After experimenting with various delicious variations of twisted candy cane cookies, I think the way you plate them can really elevate the festive experience.
I love using a beautiful, contrasting-colored plate to make the red and white stripes pop. Adding a sprinkle of crushed peppermint or some edible glitter can enhance the holiday vibe, too.
Don’t forget to arrange them neatly for that extra touch!
What other dishes can I pair it with?

Have you thought about what dishes would complement your twisted candy cane Christmas cookies?
I love pairing them with a warm gingerbread cake or peppermint bark for a festive spread.
You can also serve them alongside a creamy cheesecake or a rich chocolate tart.
These treats create a delightful balance of flavors and textures that will impress your holiday guests!
What drinks can I pair it with?

When it comes to drinks that pair beautifully with twisted candy cane Christmas cookies, I’ve found a few favorites that really enhance the festive spirit.
A warm cup of hot chocolate topped with whipped cream complements the peppermint nicely.
Additionally, peppermint tea adds a revitalizing touch, while eggnog brings a creamy richness.
You can’t go wrong with these delightful options during the holiday season!

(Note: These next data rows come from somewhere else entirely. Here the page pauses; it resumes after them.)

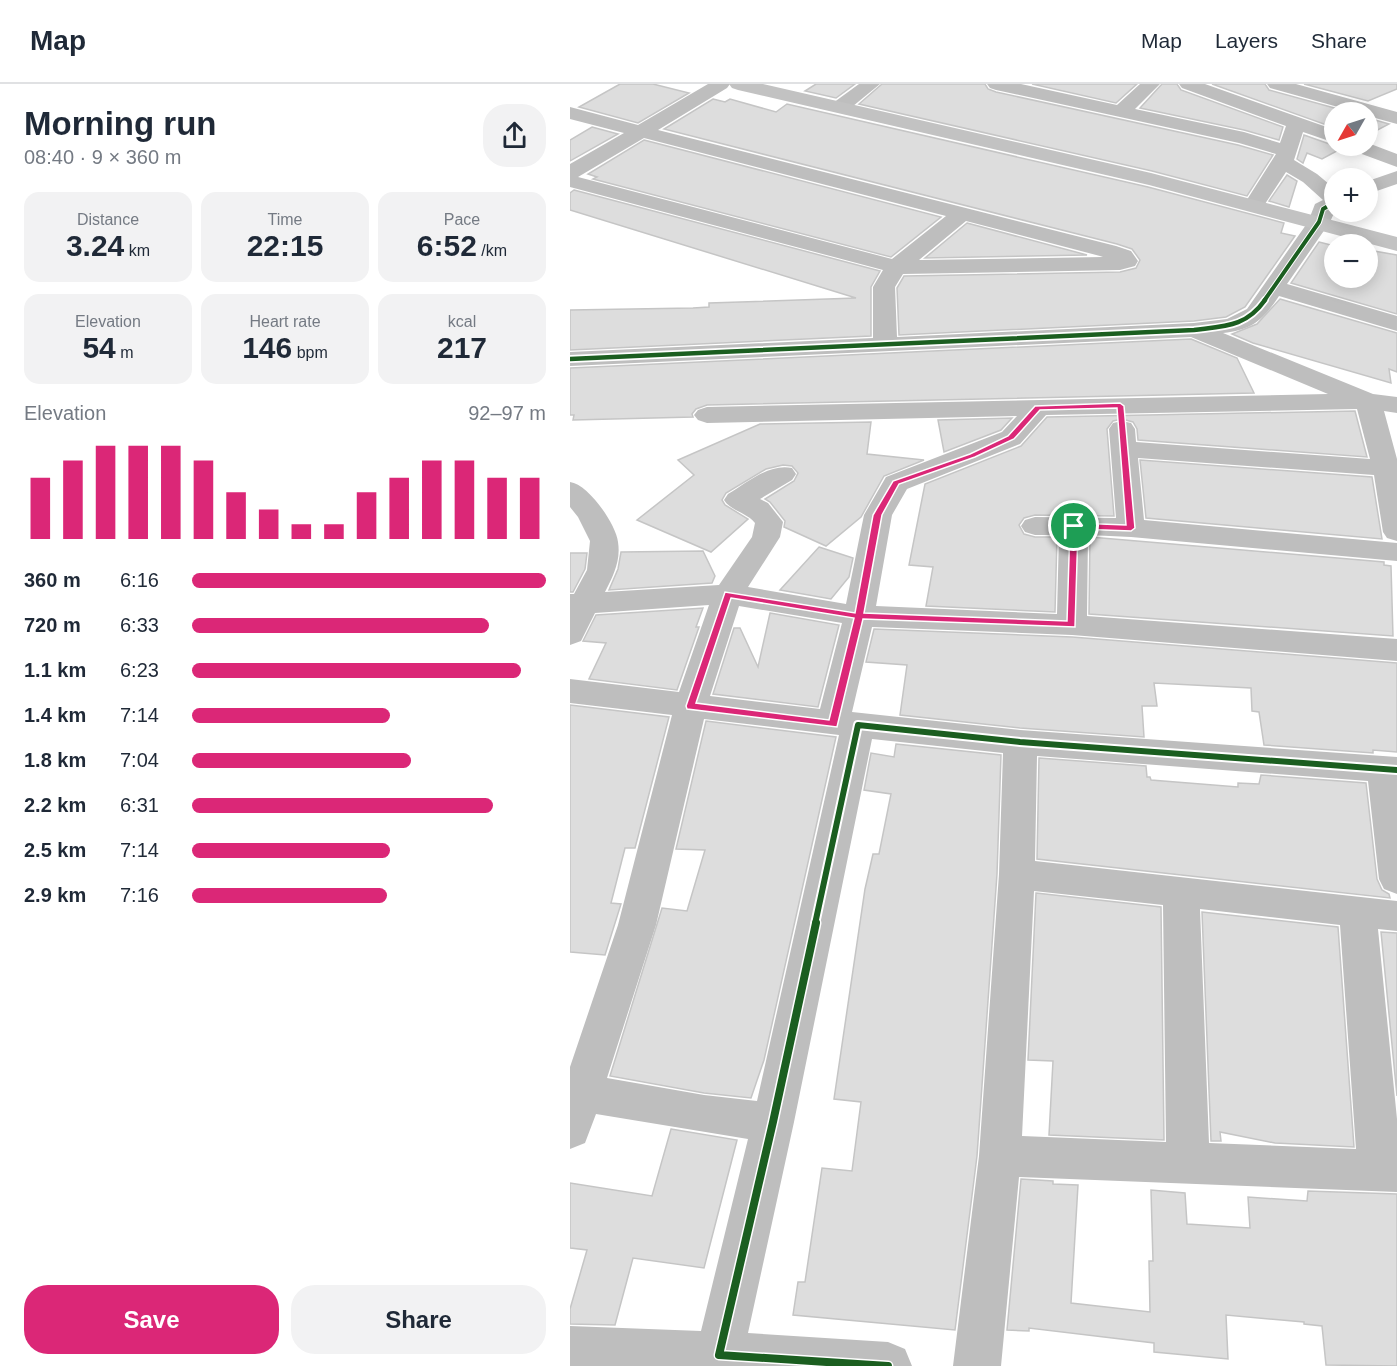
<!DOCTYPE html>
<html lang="en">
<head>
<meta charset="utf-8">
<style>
  :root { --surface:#fff; --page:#f2f2f3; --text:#1f2937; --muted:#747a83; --line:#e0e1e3; --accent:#db2777 }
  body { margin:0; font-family:Helvetica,sans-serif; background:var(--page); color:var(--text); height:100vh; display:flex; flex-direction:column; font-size:22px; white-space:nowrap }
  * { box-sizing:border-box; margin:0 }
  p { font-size:20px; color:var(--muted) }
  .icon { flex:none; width:33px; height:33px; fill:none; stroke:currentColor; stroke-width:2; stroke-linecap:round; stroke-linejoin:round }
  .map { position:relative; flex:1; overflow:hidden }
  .sheet { display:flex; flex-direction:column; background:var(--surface); width:570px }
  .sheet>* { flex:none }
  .needle { width:39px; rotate:231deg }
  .fabs { position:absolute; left:754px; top:18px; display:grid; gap:12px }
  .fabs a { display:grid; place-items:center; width:54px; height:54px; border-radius:50%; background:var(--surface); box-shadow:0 3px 15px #0003; font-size:30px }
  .pin { position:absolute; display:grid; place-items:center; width:51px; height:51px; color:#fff; margin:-26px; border:3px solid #fff; border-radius:50%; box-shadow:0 2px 6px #0007 }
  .round { display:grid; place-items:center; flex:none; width:63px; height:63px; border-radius:24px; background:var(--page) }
  .overview { display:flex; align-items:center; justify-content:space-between; height:102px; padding:0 24px }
  h1 { font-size:33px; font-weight:800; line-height:45px }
  .stats { display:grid; grid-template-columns:repeat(3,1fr); gap:9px; height:102px; padding:6px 24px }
  .stats div { display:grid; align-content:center; border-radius:15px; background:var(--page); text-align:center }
  .stats b { font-size:30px; font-weight:800 }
  .stats small { font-size:16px; font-weight:400 }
  .stats p { font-size:16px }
  .chart { height:168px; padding:12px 24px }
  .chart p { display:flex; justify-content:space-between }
  .chart svg { width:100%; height:108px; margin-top:6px; stroke:var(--accent); stroke-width:6 }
  .button { display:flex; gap:12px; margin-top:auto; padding:12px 24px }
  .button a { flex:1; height:69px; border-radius:24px; background:var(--accent); color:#fff; font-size:24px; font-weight:800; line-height:69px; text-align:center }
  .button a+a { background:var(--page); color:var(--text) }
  ul { padding:0 24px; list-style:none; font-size:20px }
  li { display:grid; grid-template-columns:96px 72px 1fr; align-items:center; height:45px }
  li i { height:15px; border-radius:8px; background:var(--accent) }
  header { display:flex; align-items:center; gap:36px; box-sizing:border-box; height:84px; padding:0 30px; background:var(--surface); border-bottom:2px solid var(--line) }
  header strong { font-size:28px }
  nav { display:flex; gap:33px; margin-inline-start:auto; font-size:21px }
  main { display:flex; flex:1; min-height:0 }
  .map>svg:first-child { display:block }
</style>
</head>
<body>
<header>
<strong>Map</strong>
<nav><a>Map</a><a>Layers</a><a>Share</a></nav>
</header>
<main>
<section class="sheet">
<div class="overview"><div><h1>Morning run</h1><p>08:40 · 9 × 360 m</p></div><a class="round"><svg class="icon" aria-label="share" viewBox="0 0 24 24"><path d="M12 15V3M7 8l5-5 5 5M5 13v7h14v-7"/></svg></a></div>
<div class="stats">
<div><p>Distance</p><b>3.24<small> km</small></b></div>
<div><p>Time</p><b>22:15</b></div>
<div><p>Pace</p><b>6:52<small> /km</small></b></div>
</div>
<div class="stats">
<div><p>Elevation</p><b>54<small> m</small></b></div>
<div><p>Heart rate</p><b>146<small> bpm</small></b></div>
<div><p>kcal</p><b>217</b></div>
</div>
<div class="chart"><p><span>Elevation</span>92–97 m</p>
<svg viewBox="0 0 160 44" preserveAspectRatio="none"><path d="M5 44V19M15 44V12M25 44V6M35 44V6M45 44V6M55 44V12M65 44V25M75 44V32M85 44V38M95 44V38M105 44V25M115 44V19M125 44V12M135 44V12M145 44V19M155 44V19"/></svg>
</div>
<ul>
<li><b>360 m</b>6:16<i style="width:100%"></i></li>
<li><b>720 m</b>6:33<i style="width:84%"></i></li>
<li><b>1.1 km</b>6:23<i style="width:93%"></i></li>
<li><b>1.4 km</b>7:14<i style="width:56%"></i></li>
<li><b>1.8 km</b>7:04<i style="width:62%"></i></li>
<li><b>2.2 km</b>6:31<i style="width:85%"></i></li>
<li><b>2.5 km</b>7:14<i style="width:56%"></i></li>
<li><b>2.9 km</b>7:16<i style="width:55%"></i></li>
</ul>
<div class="button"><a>Save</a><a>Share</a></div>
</section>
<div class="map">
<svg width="827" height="1282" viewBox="0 0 827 1282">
  <rect width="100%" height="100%" fill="#fff"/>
  <!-- building -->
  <g fill="#ddd" stroke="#c5c5c5" stroke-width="1.5">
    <polygon points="50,0 83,0 119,9 68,39 9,23"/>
    <polygon points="246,0 285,0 266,14 235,7"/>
    <polygon points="312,0 415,0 418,5 426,8 668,61 703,71 677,112 582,87 289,20"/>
    <polygon points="462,0 567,0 546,19"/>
    <polygon points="592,0 607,0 611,6 713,43 709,56 674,46 570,24"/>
    <polygon points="642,0 695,0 699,6 779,28 765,28 765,44"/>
    <polygon points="734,0 827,0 827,5 798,17"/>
    <polygon points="143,15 155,18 160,15 206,28 217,20 578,103 714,139 711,149 725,152 675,223 656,233 624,237 329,251 327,204 334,192 550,188 566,184 570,176 562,165 547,160 94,45"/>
    <polygon points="798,34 819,40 798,51"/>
    <polygon points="22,43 48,50 0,77 0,56"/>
    <polygon points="734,51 765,62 776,62 752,75 737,69 733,79 727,75"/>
    <polygon points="74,56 371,133 321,173 23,95 27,93 18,90"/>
    <polygon points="717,91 727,97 719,123 699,117"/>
    <polygon points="4,106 310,187 301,203 301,252 0,266 0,226 123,224 139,223 139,219 286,214 0,126 0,109"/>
    <polygon points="397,139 517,171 355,174"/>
    <polygon points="749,158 765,162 765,194 798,194 798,166 827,171 827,230 721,199"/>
    <polygon points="710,215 827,249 827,288 819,285 821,299 683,259 662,250 687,240"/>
    <polygon points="621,255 667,274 684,309 137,321 126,325 122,330 123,333 3,336 4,331 0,331 0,284"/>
    <polygon points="785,327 797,373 568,356 567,345 563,338 552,335 543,337 537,345 544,432 465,431 454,434 449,441 454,450 465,453 487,453 485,528 356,522 363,483 339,481 355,400 451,362 477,333"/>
    <polygon points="442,334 431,346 374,368 368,336"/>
    <polygon points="301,338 297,370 354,376 314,392 291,433 256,462 214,443 215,437 200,418 195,415 224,397 228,389 222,382 213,381 196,385 156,409 152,416 155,421 178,435 141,468 67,436 124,391 108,376 190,340"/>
    <polygon points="570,376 802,393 812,455 576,434"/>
    <polygon points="520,453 814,478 814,481 821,482 823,552 519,530"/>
    <polygon points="249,463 283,474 279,493 261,515 210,506"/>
    <polygon points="133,467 145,492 142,499 39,506 48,485 51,468"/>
    <polygon points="0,469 17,469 15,485 3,508 0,508"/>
    <polygon points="133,524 126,543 129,543 107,606 19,595 36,559 13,557 26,531"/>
    <polygon points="200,529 269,541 248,623 143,610 164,544 170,544 188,583"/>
    <polygon points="304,545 502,553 827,579 827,668 803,666 803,669 694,661 689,628 682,627 681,604 584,599 587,622 572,622 574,653 450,644 330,631 337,581 296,578"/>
    <polygon points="0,621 99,633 65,764 55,764 41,819 51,820 35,871 0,868"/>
    <polygon points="136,637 266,653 194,976 181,1014 134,1009 40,992 92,824 117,827 135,766 106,765"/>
    <polygon points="326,660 431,671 427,790 407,1072 385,1246 223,1231 228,1198 235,1198 252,1084 282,1087 291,1018 264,1015 295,805 303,770 309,770 321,710 294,706 301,669 324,673"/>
    <polygon points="469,674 576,682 577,693 580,693 581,696 668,703 668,699 689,700 691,691 796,699 807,795 812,806 819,810 820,814 467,775"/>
    <polygon points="466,809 591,823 594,1056 479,1051 483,977 458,976"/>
    <polygon points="632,828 768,843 784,1063 705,1059 650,1048 651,1057 641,1057"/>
    <polygon points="811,848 827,849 827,1012"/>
    <polygon points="101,1045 167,1056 134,1184 63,1174 45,1241 0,1240 0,1225 17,1166 0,1164 0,1099 82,1112"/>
    <polygon points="451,1095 483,1097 483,1100 508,1101 501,1219 580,1228 579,1177 583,1177 581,1106 615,1109 617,1140 680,1144 678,1113 737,1117 738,1107 827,1110 827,1282 756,1281 752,1242 734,1240 734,1238 656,1231 658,1275 584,1268 584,1259 459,1244 459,1247 437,1246"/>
  </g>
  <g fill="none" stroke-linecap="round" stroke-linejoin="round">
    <!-- minor -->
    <g fill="#bebebe" fill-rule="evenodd">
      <path d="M138,0H160L157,4L88,46L546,162L561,167L568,177L565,182L550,186L333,190L325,203L327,253L624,239L657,235L677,225L738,138L745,120L753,116L733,98L716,88L691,126L684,128L677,126L673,122L706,70L669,59L426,6L420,4L417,0H451L547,21L570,0H590L565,25L674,48L710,59L716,42L612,4L609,0H635L765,46V59L733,48L724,76L747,90L765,105V127L760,138L717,200L827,232V247L709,212C693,236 682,246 653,249L803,310L827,313V329L814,327L827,375V457L817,454L813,448L804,391L568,374L574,436L827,459V477L561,453L518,451L517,532L827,555V577L502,551L302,543L282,628L450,646L827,673V810L814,805L809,795L798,697L467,672L465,777L827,817V847L808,845L827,1035V1108L449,1093L431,1282H383L409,1072L429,790L433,669L302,655L224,1038L178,1249L318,1258L335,1265L342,1282H0V1242L131,1247L178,1055L26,1030L15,1059L0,1065V983L48,841L102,631L0,619V595L109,608L139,521L25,529L11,557L0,561V510H4L17,486L20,457L8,433L0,423V398C18,400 46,440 48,458C51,477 43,492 35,508L149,501L182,453L185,439C176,428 161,427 154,416L158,410C177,399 199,379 222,384L226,390L222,396L190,415L198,419L213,438L210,453L178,503L276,520L294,431L316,393L432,348L447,332L137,339L128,336L124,331L128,326L137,323L758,310L621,253L0,282V268L303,254V203L313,186L0,103V80L54,49L0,35V23L68,41ZM74,54L376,132L322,175L8,93ZM396,137L530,172L533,173L349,176ZM787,325L800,375L566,358L565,345L561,339L552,337L543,339L539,345L546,434L465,433L455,436L451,442L455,448L465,451H489L487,530L306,522L322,431L337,405L450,360L476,331ZM169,522L272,539L250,625L140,612ZM134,635L269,651L187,1017L134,1011L37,994L86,841ZM464,807L593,821L596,1058L452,1052ZM630,825L770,841L786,1065L639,1059Z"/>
      <polygon points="289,0 310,0 277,27 263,27 261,23 263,19"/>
      <polygon points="697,0 726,0 827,28 827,40 798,32 798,28 786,28 700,4"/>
      <polygon points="798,59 827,70 827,83 781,66 778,62 798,62"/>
      <polygon points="827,87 827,100 798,110 798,97"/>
    </g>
    <!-- secondary -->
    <polygon fill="#c2c2c2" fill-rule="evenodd" points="159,0 193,0 581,89 827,153 827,167 579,101 168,6 162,4"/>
    <!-- cycleway-far3 casing -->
    <g stroke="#fff" stroke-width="6">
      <polyline id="cycleway-far3" points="694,217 749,138 753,125 765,118"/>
    </g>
    <!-- cycleway-far2 casing -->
    <g stroke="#fff" stroke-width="8">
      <path id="cycleway-far2" d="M0,275L624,246C655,242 676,243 695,216"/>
    </g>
    <!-- cycleway-far1 casing -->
    <g stroke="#fff" stroke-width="10">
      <polyline id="cycleway-far1" points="245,840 288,641 450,658 827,686"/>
    </g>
    <!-- cycleway casing -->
    <g stroke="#fff" stroke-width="11">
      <polyline id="cycleway" points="246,839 203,1038 149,1271 318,1282"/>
    </g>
    <!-- cycleway-far3 -->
    <use href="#cycleway-far3" stroke="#1b5e20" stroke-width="4"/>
    <!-- cycleway-far2 -->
    <use href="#cycleway-far2" stroke="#1b5e20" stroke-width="4.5"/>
    <!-- cycleway-far1 -->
    <use href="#cycleway-far1" stroke="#1b5e20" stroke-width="6"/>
    <!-- cycleway -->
    <use href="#cycleway" stroke="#1b5e20" stroke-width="8"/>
  </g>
  <!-- route -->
  <path fill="#db2777" stroke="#fff" stroke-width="1.5" fill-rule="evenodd" d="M550,319L554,322L565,444L561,447L508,445L505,543L293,535L267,643L117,625L116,622L155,508L285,529L303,431L323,397L400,370L438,352L465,322ZM547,324L556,441L504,439L500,442L497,537L294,529L312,431L329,400L405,373L444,355L470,326ZM161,514L284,534L259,636L126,619Z"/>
</svg>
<div class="fabs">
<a><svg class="needle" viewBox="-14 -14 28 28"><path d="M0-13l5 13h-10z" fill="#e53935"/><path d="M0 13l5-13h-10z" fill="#747a83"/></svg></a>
<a>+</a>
<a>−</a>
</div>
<div class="pin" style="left:504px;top:442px;background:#1e9e55"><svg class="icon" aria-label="arrive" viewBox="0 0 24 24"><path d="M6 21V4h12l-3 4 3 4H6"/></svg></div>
</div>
</main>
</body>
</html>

Frequently Asked Questions
How Long Do These Cookies Last After Baking?
After baking, these cookies last about a week when stored in an airtight container at room temperature. I love making extras, so I can enjoy them longer or share with friends and family!
Can I Freeze Twisted Candy Cane Christmas Cookies?
Yes, you can freeze them! I usually wrap each cookie tightly in plastic wrap and store them in an airtight container. They stay fresh for about three months, making it easy to enjoy later.
What Is the Best Way to Store These Cookies?
I store my cookies in an airtight container at room temperature. They stay fresh longer that way. If I need to keep them longer, I’ll freeze them in a sealed bag for later enjoyment!
Are There Gluten-Free Options for This Recipe?
Absolutely, I can easily make gluten-free options! I substitute the all-purpose flour with a gluten-free blend, and it works like a charm. I love how delicious they turn out every time!
Can I Use Different Flavors Instead of Peppermint?
I’ve swapped peppermint for flavors like vanilla, almond, or chocolate before. Experimenting with extracts can really personalize the taste. Just remember to adjust the quantity to match the flavor intensity you prefer!